::: Records shown :::
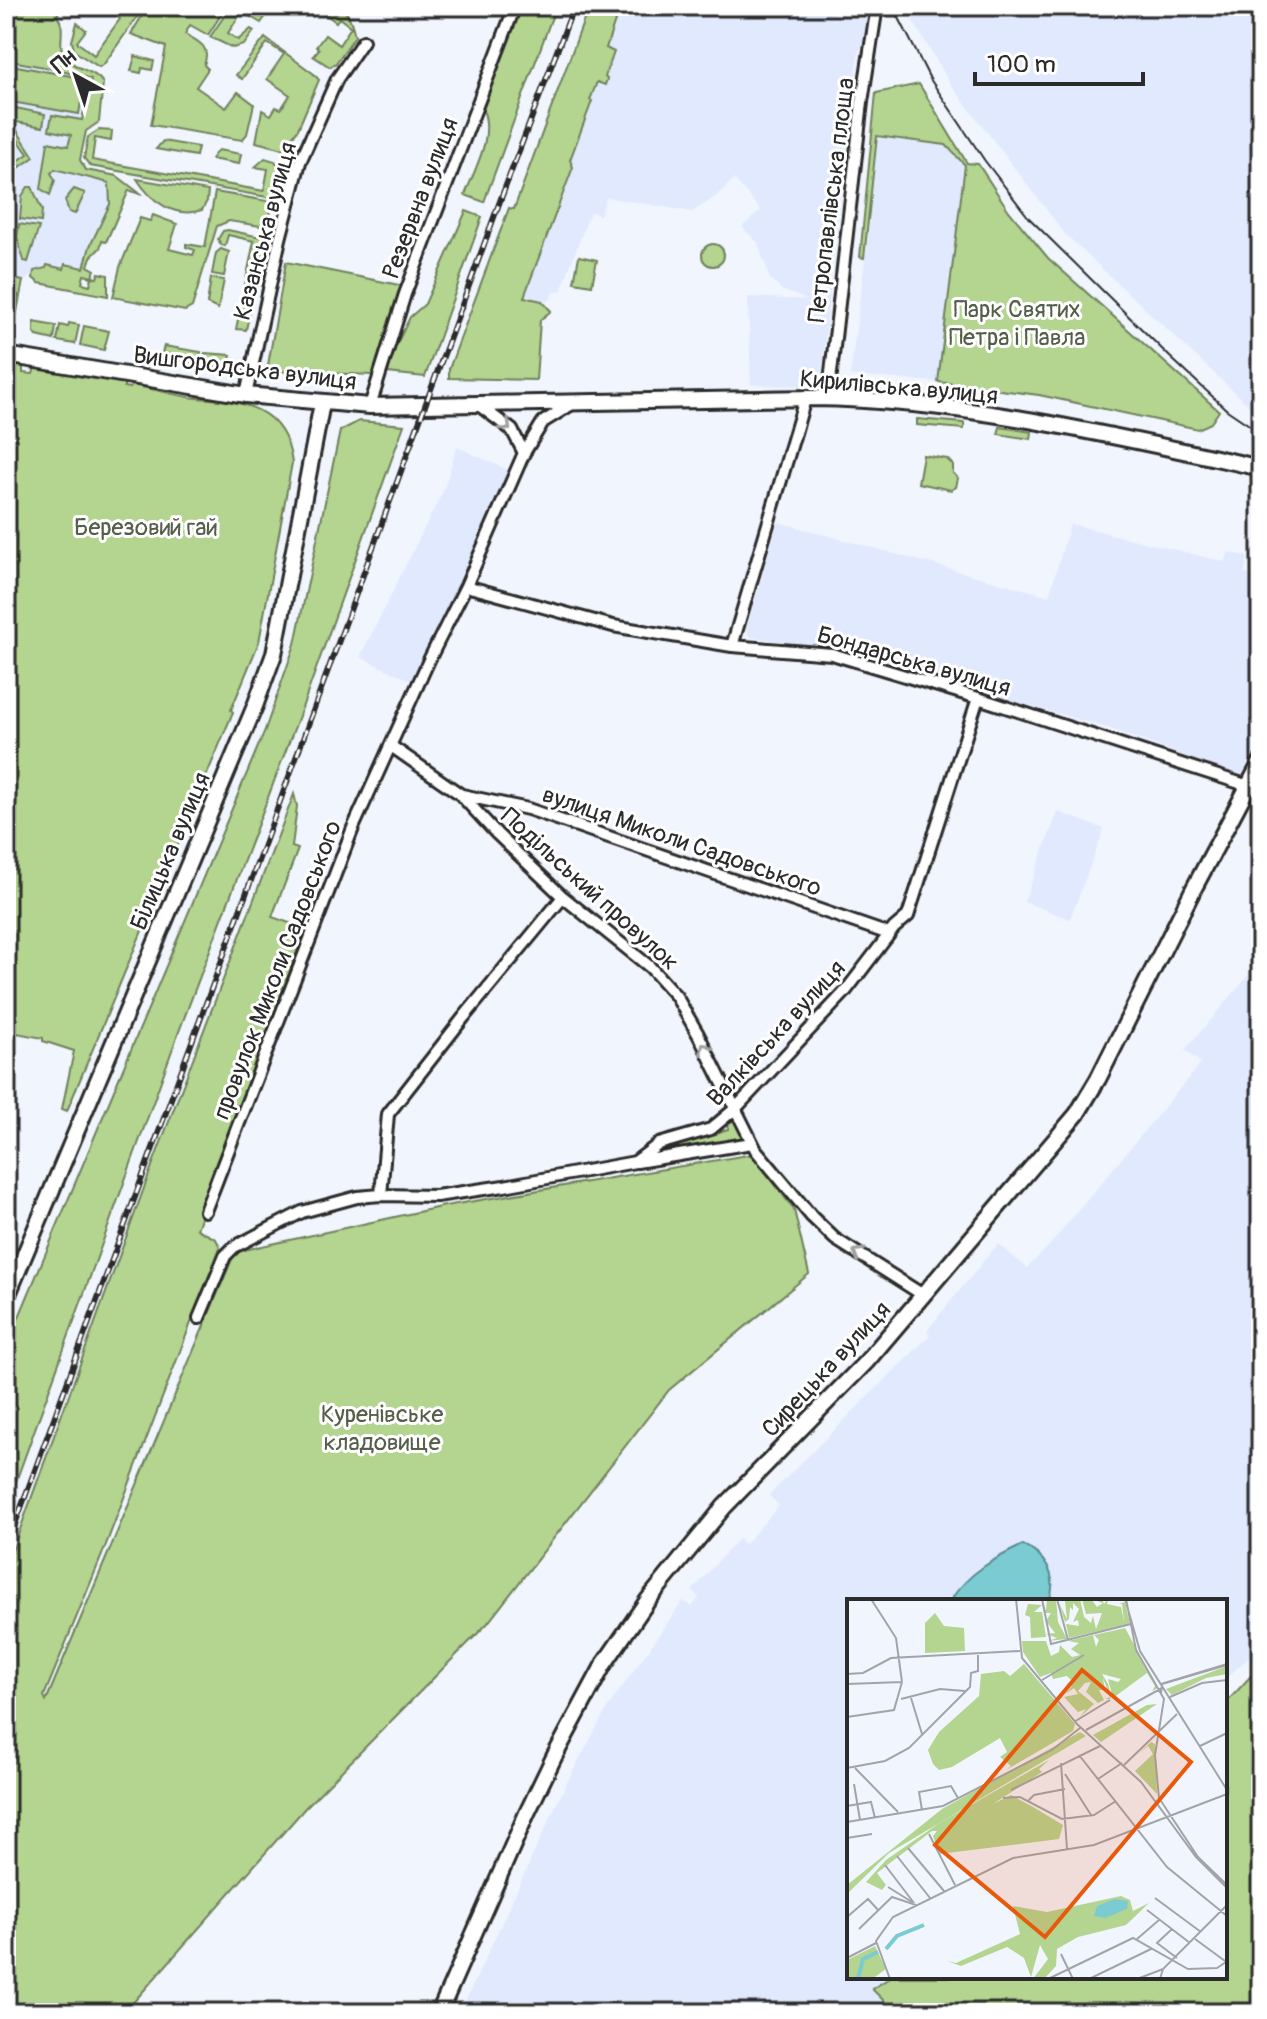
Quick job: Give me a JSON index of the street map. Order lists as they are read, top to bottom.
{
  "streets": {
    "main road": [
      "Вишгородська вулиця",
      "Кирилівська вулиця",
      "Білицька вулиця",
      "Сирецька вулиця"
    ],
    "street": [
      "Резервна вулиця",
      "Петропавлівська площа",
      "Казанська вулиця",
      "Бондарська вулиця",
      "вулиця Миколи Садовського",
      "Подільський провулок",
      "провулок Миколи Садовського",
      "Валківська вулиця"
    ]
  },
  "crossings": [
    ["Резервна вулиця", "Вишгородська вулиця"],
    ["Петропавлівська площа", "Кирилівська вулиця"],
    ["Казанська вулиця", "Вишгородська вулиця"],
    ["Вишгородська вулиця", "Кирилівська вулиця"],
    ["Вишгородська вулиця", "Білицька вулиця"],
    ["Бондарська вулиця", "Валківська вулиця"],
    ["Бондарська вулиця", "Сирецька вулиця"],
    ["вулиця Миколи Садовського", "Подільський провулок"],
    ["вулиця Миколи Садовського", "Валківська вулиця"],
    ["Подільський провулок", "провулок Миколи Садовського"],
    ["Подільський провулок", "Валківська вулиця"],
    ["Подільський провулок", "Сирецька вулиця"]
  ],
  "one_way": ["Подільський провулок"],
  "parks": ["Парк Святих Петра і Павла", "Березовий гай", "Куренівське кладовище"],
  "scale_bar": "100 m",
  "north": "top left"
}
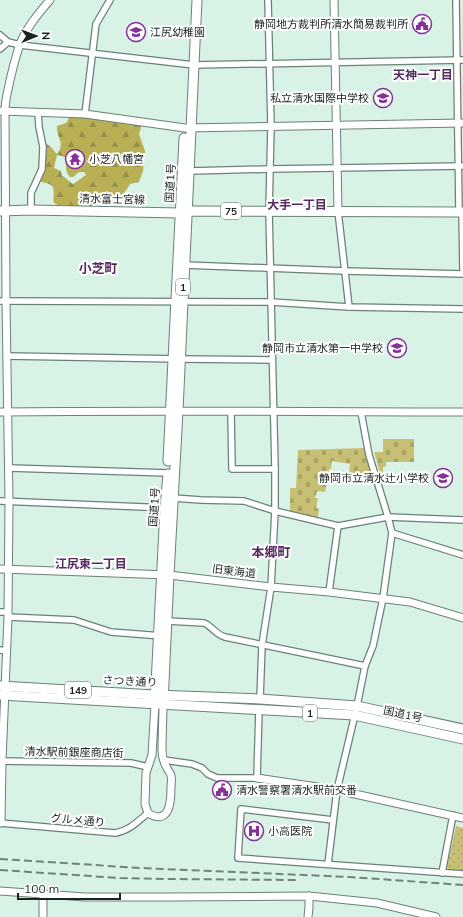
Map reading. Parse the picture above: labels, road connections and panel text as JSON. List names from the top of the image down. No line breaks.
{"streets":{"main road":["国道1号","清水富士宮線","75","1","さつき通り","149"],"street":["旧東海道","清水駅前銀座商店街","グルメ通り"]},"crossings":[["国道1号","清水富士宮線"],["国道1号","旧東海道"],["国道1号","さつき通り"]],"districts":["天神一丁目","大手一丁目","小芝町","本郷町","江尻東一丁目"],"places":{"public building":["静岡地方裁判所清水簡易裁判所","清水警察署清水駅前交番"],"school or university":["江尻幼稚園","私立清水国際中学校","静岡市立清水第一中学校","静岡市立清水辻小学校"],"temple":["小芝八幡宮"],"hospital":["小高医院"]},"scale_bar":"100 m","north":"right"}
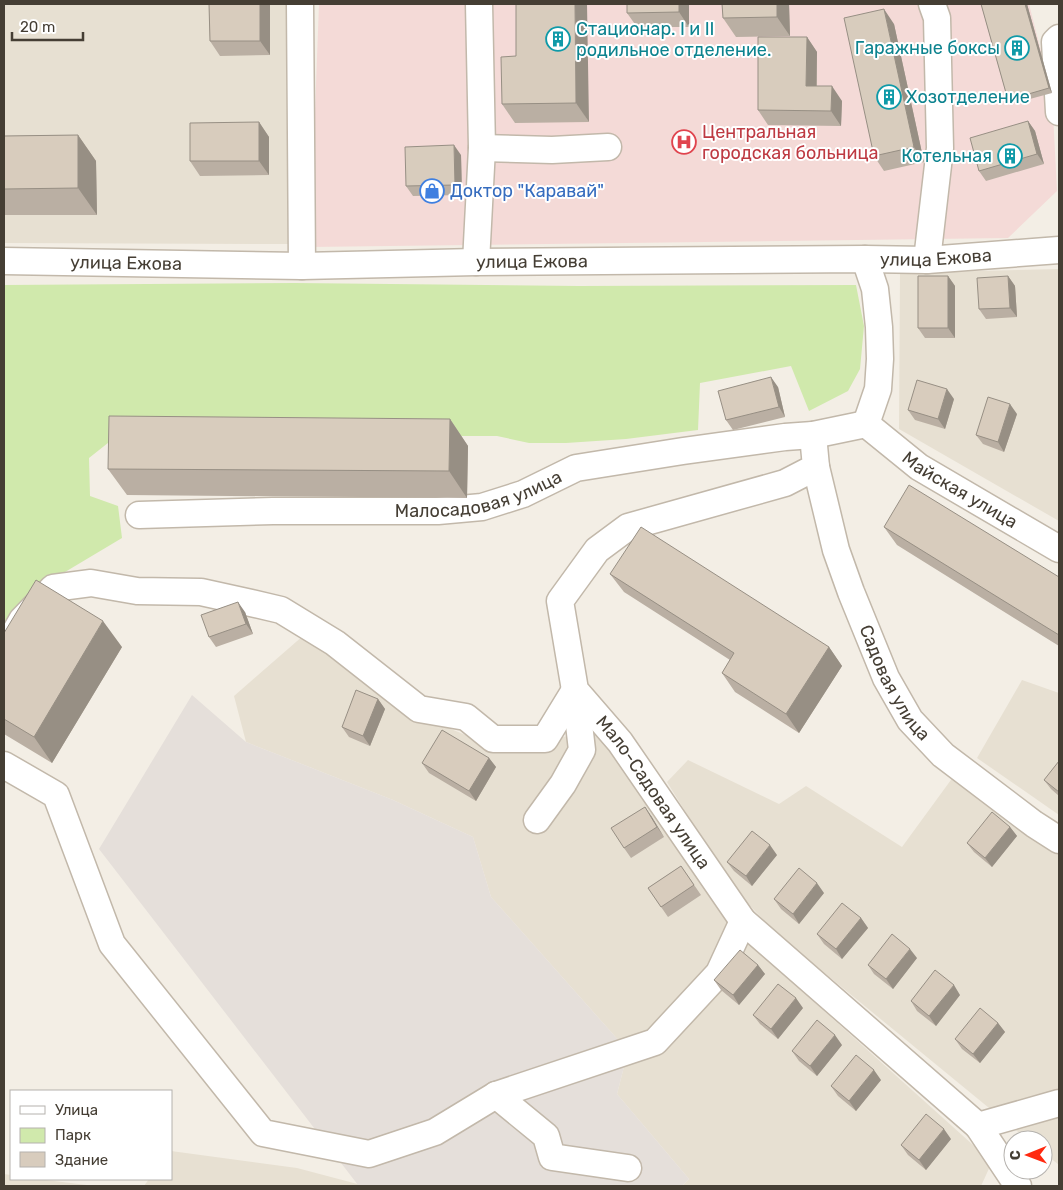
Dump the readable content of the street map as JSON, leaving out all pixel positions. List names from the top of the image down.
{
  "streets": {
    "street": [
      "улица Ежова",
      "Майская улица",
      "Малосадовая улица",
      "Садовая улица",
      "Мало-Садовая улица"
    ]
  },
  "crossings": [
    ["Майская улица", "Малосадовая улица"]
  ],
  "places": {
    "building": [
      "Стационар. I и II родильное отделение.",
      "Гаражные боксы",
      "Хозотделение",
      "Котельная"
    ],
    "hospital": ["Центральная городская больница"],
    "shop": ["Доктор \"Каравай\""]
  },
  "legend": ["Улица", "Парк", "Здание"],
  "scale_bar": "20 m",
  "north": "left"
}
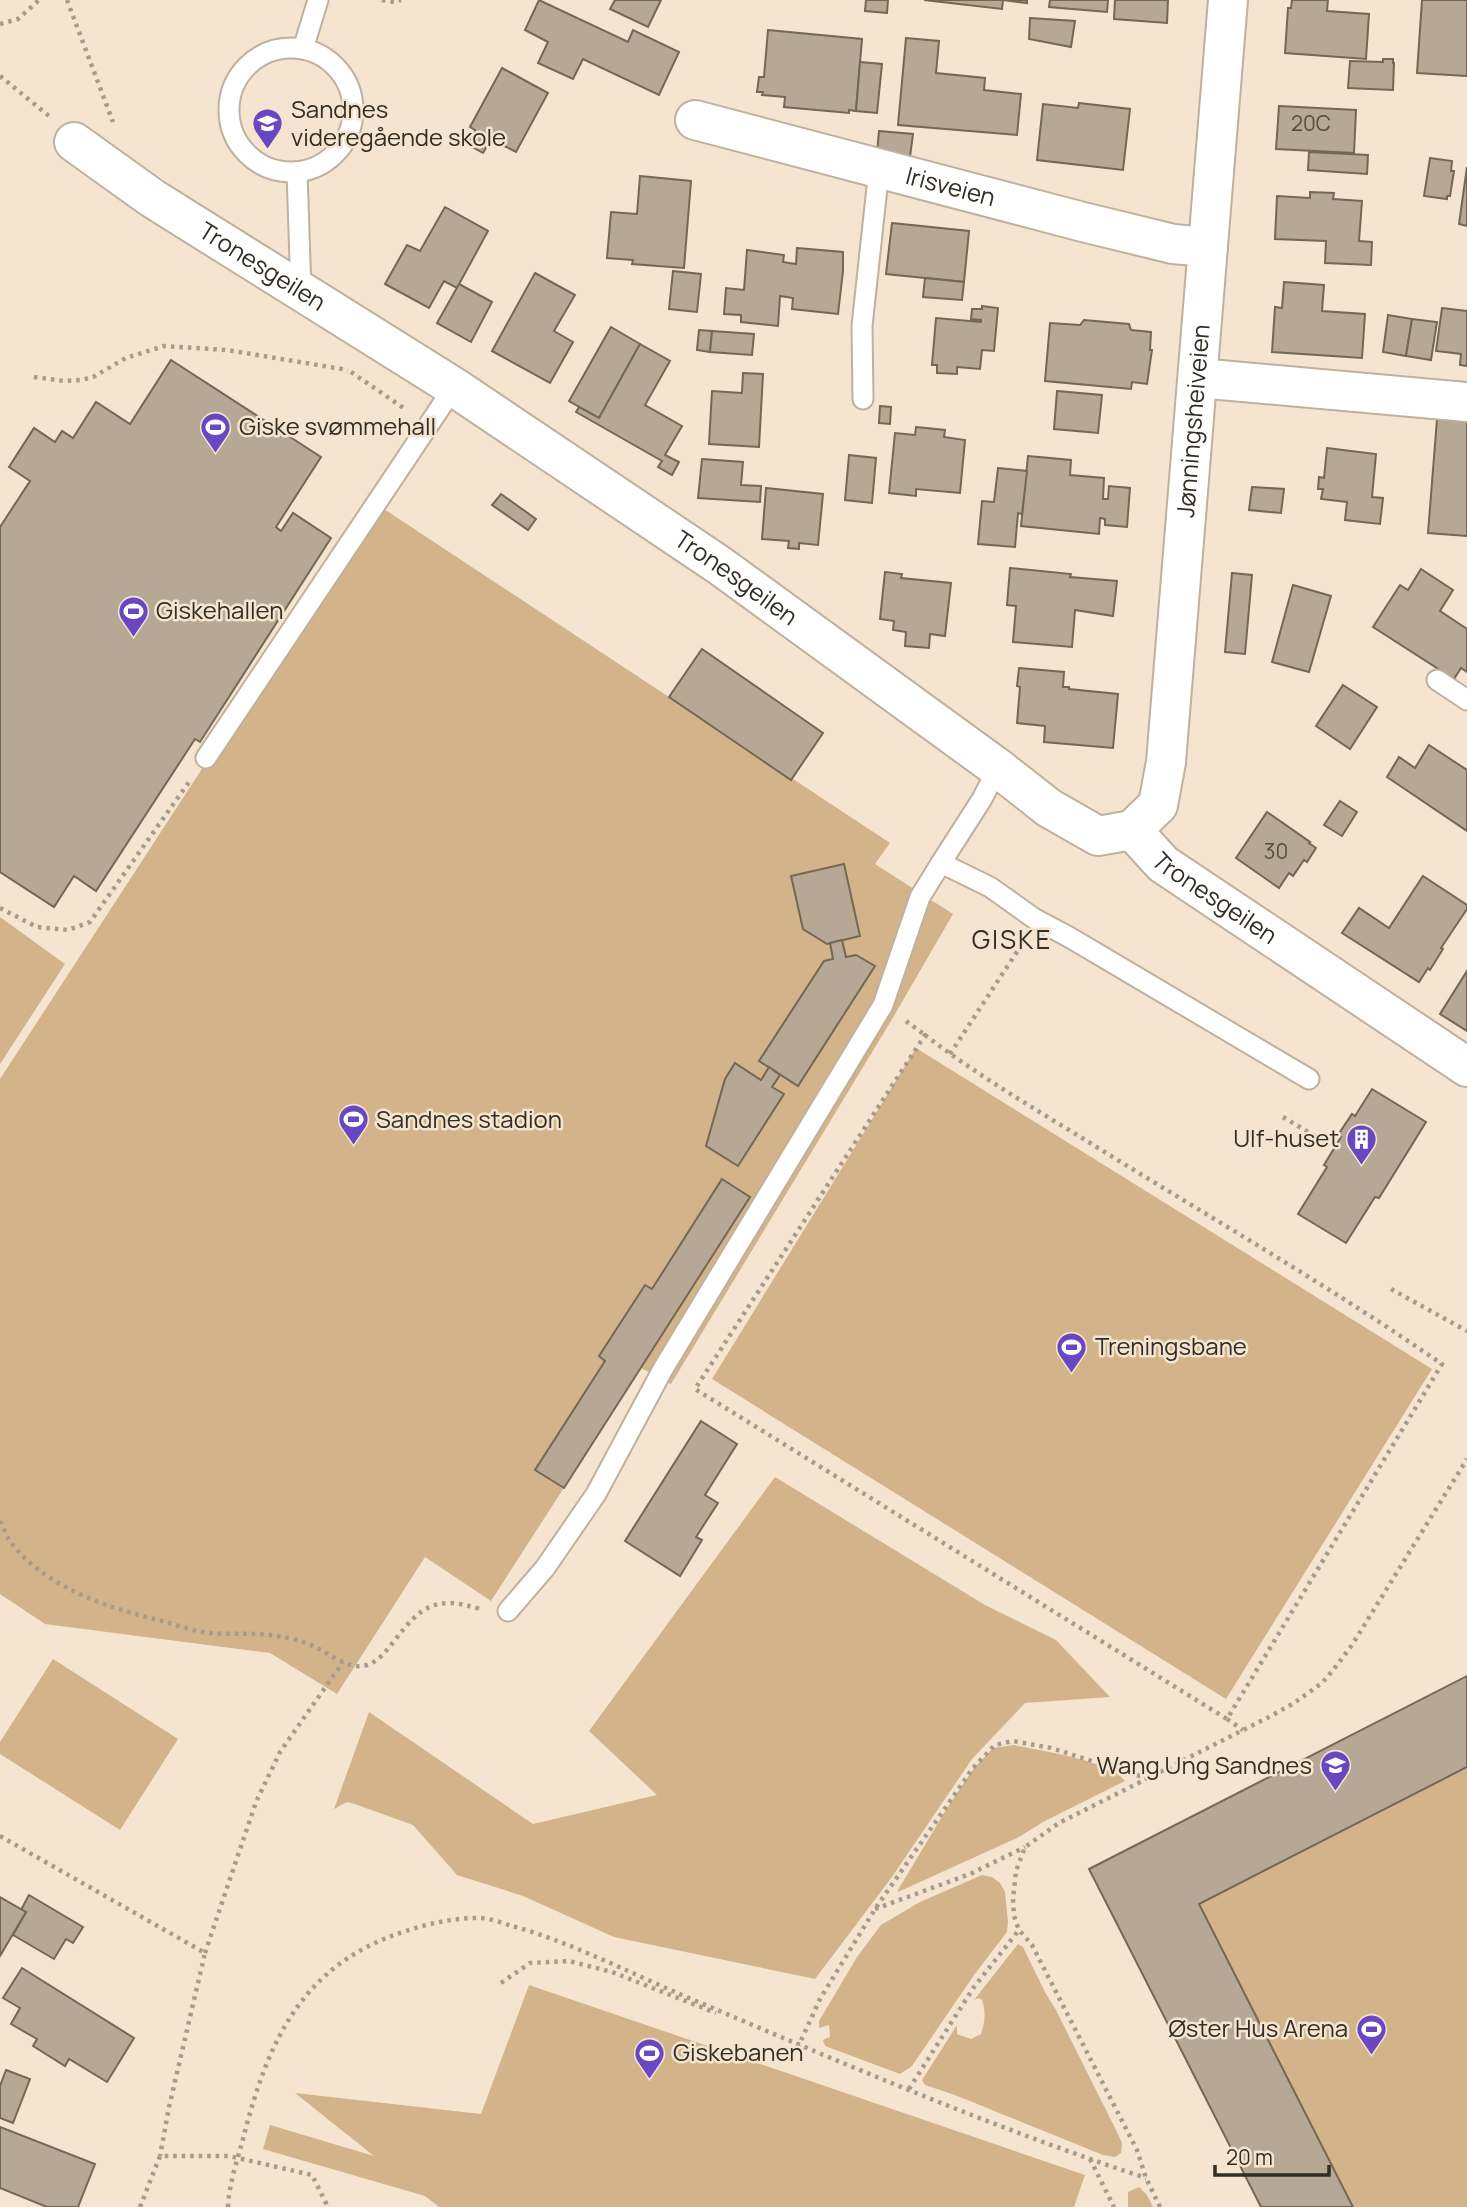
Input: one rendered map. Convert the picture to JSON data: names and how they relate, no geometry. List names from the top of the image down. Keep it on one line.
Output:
:::
__Instructions to follow__
Retype all of the data above word for word, excluding the pictures.

__Response below__
Quick job: Give me a JSON index of the street map. Order lists as they are read, top to bottom.
{
  "streets": {
    "main road": [
      "Вишгородська вулиця",
      "Кирилівська вулиця",
      "Білицька вулиця",
      "Сирецька вулиця"
    ],
    "street": [
      "Резервна вулиця",
      "Петропавлівська площа",
      "Казанська вулиця",
      "Бондарська вулиця",
      "вулиця Миколи Садовського",
      "Подільський провулок",
      "провулок Миколи Садовського",
      "Валківська вулиця"
    ]
  },
  "crossings": [
    ["Резервна вулиця", "Вишгородська вулиця"],
    ["Петропавлівська площа", "Кирилівська вулиця"],
    ["Казанська вулиця", "Вишгородська вулиця"],
    ["Вишгородська вулиця", "Кирилівська вулиця"],
    ["Вишгородська вулиця", "Білицька вулиця"],
    ["Бондарська вулиця", "Валківська вулиця"],
    ["Бондарська вулиця", "Сирецька вулиця"],
    ["вулиця Миколи Садовського", "Подільський провулок"],
    ["вулиця Миколи Садовського", "Валківська вулиця"],
    ["Подільський провулок", "провулок Миколи Садовського"],
    ["Подільський провулок", "Валківська вулиця"],
    ["Подільський провулок", "Сирецька вулиця"]
  ],
  "one_way": ["Подільський провулок"],
  "parks": ["Парк Святих Петра і Павла", "Березовий гай", "Куренівське кладовище"],
  "scale_bar": "100 m",
  "north": "top left"
}
Map reading. Parse the picture above: labels, road connections and panel text as JSON. List names from the top of the image down. No line breaks.
{"streets":{"main road":["国道1号","清水富士宮線","75","1","さつき通り","149"],"street":["旧東海道","清水駅前銀座商店街","グルメ通り"]},"crossings":[["国道1号","清水富士宮線"],["国道1号","旧東海道"],["国道1号","さつき通り"]],"districts":["天神一丁目","大手一丁目","小芝町","本郷町","江尻東一丁目"],"places":{"public building":["静岡地方裁判所清水簡易裁判所","清水警察署清水駅前交番"],"school or university":["江尻幼稚園","私立清水国際中学校","静岡市立清水第一中学校","静岡市立清水辻小学校"],"temple":["小芝八幡宮"],"hospital":["小高医院"]},"scale_bar":"100 m","north":"right"}
Dump the readable content of the street map as JSON, leaving out all pixel positions. List names from the top of the image down.
{
  "streets": {
    "street": [
      "улица Ежова",
      "Майская улица",
      "Малосадовая улица",
      "Садовая улица",
      "Мало-Садовая улица"
    ]
  },
  "crossings": [
    ["Майская улица", "Малосадовая улица"]
  ],
  "places": {
    "building": [
      "Стационар. I и II родильное отделение.",
      "Гаражные боксы",
      "Хозотделение",
      "Котельная"
    ],
    "hospital": ["Центральная городская больница"],
    "shop": ["Доктор \"Каравай\""]
  },
  "legend": ["Улица", "Парк", "Здание"],
  "scale_bar": "20 m",
  "north": "left"
}
Input: one rendered map. Convert the picture to JSON data: names and how they relate, no geometry. List names from the top of the image down. Keep it on one line.
Output:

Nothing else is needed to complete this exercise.